Khadija Leah Chunga (born c.1991) is a Malawian independent politician who was elected to the National Assembly to represent Lilongwe City Kamphuno in 2025.

== Life ==
Chunga was born about 1991. She said that she learned about political issues while listening to people talking at her mother's hair salon.

In 2023 Chunga was the national secretary for the Muslim women National Dawah when they organised a national gathering of Muslims in Lilongwe.

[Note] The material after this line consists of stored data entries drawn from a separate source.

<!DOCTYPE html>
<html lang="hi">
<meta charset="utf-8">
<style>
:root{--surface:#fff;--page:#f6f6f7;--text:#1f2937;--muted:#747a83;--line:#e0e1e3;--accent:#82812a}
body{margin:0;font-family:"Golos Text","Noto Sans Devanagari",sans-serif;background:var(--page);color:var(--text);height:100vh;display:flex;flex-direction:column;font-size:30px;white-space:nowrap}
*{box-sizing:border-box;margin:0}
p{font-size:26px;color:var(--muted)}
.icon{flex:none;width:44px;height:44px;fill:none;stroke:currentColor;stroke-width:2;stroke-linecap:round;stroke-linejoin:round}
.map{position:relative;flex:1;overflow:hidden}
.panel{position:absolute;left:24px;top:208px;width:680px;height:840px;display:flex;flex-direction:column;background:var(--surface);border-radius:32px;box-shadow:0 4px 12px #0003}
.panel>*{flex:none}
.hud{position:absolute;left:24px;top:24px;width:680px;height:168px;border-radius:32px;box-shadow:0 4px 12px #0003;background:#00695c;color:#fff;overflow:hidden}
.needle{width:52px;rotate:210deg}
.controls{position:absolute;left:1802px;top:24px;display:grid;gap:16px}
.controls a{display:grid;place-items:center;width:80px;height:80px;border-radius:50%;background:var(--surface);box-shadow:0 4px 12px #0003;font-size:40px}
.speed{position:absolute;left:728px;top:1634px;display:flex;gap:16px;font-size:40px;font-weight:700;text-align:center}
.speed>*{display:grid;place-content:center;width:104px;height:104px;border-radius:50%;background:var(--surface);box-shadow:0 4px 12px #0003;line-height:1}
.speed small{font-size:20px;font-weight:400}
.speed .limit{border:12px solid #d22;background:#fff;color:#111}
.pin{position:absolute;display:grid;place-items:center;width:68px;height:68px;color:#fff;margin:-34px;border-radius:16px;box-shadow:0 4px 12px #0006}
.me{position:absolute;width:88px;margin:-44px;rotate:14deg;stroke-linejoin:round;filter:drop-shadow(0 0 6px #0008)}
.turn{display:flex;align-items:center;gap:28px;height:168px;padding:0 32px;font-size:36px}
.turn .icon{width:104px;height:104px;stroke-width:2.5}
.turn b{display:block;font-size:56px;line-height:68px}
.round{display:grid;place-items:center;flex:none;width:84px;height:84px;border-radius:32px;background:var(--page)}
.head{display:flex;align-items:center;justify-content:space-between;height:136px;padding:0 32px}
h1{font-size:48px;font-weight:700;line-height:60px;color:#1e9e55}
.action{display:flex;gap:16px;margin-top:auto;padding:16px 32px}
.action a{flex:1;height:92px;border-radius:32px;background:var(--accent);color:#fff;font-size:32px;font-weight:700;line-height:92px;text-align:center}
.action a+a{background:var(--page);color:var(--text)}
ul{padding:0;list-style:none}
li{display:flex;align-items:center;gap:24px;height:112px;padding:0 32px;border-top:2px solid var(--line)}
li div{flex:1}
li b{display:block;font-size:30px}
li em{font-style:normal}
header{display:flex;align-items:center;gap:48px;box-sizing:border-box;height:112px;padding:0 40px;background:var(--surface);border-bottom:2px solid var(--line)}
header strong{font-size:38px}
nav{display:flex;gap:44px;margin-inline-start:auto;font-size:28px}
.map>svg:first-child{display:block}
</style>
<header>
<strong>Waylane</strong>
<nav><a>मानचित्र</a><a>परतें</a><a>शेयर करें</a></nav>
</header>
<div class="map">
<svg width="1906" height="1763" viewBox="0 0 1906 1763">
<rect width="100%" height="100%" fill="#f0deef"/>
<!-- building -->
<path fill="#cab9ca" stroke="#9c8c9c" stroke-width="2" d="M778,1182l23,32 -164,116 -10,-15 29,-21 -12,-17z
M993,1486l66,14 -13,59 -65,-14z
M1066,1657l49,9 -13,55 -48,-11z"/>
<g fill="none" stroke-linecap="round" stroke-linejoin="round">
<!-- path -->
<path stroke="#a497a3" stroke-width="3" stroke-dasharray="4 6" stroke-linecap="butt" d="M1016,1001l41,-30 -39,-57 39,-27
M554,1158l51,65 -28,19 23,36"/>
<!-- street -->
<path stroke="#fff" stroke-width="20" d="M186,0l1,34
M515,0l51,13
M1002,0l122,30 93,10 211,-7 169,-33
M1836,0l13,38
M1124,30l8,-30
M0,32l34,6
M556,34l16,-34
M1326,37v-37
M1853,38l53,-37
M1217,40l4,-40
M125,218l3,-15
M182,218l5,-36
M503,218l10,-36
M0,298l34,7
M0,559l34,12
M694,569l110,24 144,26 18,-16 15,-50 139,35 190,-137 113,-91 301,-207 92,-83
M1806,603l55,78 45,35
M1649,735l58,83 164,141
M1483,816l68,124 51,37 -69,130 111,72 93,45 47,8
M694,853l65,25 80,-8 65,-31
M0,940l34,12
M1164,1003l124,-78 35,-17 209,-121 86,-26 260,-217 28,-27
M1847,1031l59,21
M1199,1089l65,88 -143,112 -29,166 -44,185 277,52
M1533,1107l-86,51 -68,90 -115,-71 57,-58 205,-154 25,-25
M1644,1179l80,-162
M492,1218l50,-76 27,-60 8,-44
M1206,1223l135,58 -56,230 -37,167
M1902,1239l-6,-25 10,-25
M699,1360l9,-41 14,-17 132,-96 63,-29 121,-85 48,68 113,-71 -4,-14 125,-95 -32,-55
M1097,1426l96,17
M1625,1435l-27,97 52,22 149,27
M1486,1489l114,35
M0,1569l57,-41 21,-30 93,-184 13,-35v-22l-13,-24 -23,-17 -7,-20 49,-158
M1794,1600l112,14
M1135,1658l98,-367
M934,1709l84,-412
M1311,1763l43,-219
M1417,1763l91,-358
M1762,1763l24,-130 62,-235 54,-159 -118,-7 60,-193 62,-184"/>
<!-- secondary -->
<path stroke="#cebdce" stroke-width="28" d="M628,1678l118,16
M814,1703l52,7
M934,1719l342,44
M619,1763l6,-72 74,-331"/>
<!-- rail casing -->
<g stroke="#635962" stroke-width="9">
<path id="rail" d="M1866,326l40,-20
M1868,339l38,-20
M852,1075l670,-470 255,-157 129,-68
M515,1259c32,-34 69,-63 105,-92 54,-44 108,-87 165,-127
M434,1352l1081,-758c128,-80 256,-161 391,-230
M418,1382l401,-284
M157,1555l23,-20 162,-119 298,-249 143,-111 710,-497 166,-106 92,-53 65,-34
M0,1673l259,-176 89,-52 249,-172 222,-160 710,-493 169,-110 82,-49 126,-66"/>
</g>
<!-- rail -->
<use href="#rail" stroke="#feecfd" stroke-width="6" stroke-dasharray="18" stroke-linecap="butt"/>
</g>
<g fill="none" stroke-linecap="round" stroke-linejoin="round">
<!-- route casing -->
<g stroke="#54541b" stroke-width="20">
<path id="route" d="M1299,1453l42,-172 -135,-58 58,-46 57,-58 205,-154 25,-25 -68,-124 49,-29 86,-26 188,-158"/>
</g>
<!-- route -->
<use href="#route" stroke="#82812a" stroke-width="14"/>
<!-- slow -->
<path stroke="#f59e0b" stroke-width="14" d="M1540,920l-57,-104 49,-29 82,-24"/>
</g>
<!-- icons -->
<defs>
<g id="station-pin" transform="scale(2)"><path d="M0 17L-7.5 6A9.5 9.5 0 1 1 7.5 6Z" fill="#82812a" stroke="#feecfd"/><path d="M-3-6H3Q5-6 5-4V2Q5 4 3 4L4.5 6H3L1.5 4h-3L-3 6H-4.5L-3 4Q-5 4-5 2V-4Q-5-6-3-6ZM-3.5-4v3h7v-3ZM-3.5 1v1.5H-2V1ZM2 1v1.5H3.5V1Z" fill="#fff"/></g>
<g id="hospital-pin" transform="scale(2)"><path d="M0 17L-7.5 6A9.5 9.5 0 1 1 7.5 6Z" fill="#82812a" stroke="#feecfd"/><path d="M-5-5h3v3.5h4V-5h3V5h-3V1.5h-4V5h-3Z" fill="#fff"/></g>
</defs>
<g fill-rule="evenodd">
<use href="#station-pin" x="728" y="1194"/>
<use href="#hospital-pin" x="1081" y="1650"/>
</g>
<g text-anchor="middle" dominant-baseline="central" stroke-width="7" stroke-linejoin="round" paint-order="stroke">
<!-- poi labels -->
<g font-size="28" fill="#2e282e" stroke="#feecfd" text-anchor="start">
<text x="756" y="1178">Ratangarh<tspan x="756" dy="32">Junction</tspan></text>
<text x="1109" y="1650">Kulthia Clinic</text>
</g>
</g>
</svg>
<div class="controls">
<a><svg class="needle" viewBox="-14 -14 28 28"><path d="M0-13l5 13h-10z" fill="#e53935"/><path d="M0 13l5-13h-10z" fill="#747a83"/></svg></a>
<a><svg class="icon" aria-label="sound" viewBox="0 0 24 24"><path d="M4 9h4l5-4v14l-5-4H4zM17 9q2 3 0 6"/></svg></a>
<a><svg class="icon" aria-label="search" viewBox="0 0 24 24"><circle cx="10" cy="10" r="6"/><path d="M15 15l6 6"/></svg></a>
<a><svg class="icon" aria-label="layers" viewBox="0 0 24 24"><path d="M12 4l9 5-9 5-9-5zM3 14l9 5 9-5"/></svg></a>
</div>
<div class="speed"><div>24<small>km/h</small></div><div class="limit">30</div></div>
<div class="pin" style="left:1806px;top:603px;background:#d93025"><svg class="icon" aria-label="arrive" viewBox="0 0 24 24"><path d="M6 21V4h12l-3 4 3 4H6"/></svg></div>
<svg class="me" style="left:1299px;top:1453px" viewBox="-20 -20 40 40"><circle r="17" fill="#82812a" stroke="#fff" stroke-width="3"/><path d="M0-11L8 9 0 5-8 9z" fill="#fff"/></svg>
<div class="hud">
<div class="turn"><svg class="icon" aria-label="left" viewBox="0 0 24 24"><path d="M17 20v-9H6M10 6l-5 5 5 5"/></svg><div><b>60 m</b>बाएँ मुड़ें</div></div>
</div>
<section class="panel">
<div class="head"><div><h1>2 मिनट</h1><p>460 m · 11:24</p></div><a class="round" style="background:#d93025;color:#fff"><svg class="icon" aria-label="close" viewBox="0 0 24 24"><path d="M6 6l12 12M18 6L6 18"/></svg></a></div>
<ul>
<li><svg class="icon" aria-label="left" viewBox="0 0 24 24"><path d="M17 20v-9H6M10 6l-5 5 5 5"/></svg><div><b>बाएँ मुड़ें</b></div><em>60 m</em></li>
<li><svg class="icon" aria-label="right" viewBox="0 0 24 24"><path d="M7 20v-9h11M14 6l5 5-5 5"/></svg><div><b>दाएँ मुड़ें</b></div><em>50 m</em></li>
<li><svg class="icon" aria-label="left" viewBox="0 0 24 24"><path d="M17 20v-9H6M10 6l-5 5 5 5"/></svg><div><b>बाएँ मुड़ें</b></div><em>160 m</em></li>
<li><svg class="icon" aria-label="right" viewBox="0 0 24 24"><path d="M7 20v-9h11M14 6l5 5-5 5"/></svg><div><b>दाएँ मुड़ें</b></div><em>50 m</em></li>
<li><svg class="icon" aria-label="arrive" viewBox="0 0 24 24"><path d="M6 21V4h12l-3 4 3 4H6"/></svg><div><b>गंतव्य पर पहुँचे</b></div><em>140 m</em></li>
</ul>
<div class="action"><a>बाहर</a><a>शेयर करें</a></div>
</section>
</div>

The message of addressing climate change was backed by the first lady Monica Chakwera.

In 2025 she stood as an independent candidate in the national elections and she enjoyed the support of NGO's including Oxfam. She was successful and she was elected to represent the Lilongwe Kamphuno Constituency on 16 September

Following the election her victory was declared by the Malawi Electoral Commission (MEC) despite the protests of Clement Mwale who was a losing candidate. His case resulted in the case of Mwale v Chunga & MEC. He alleged that Chunga committed a number of offences including bribing voters and campaigning after she should have stopped on 15 September. The judge, Fiona Atupele Mwale rejected Mwale's petition.

In May 2026, Chunga's constituency was chosen to host the women's caucus's from Malawi, Zambia, Mozambique and Zimbabwe. The event was funded by Oxfam. Esther Jolobala called on her country's electors to create more women MPs noting that Patricia Kaliati was now serving her fifth term.

==Private life==
Chunga is married and they are parents. She said that her husband did not initially support her ambitions.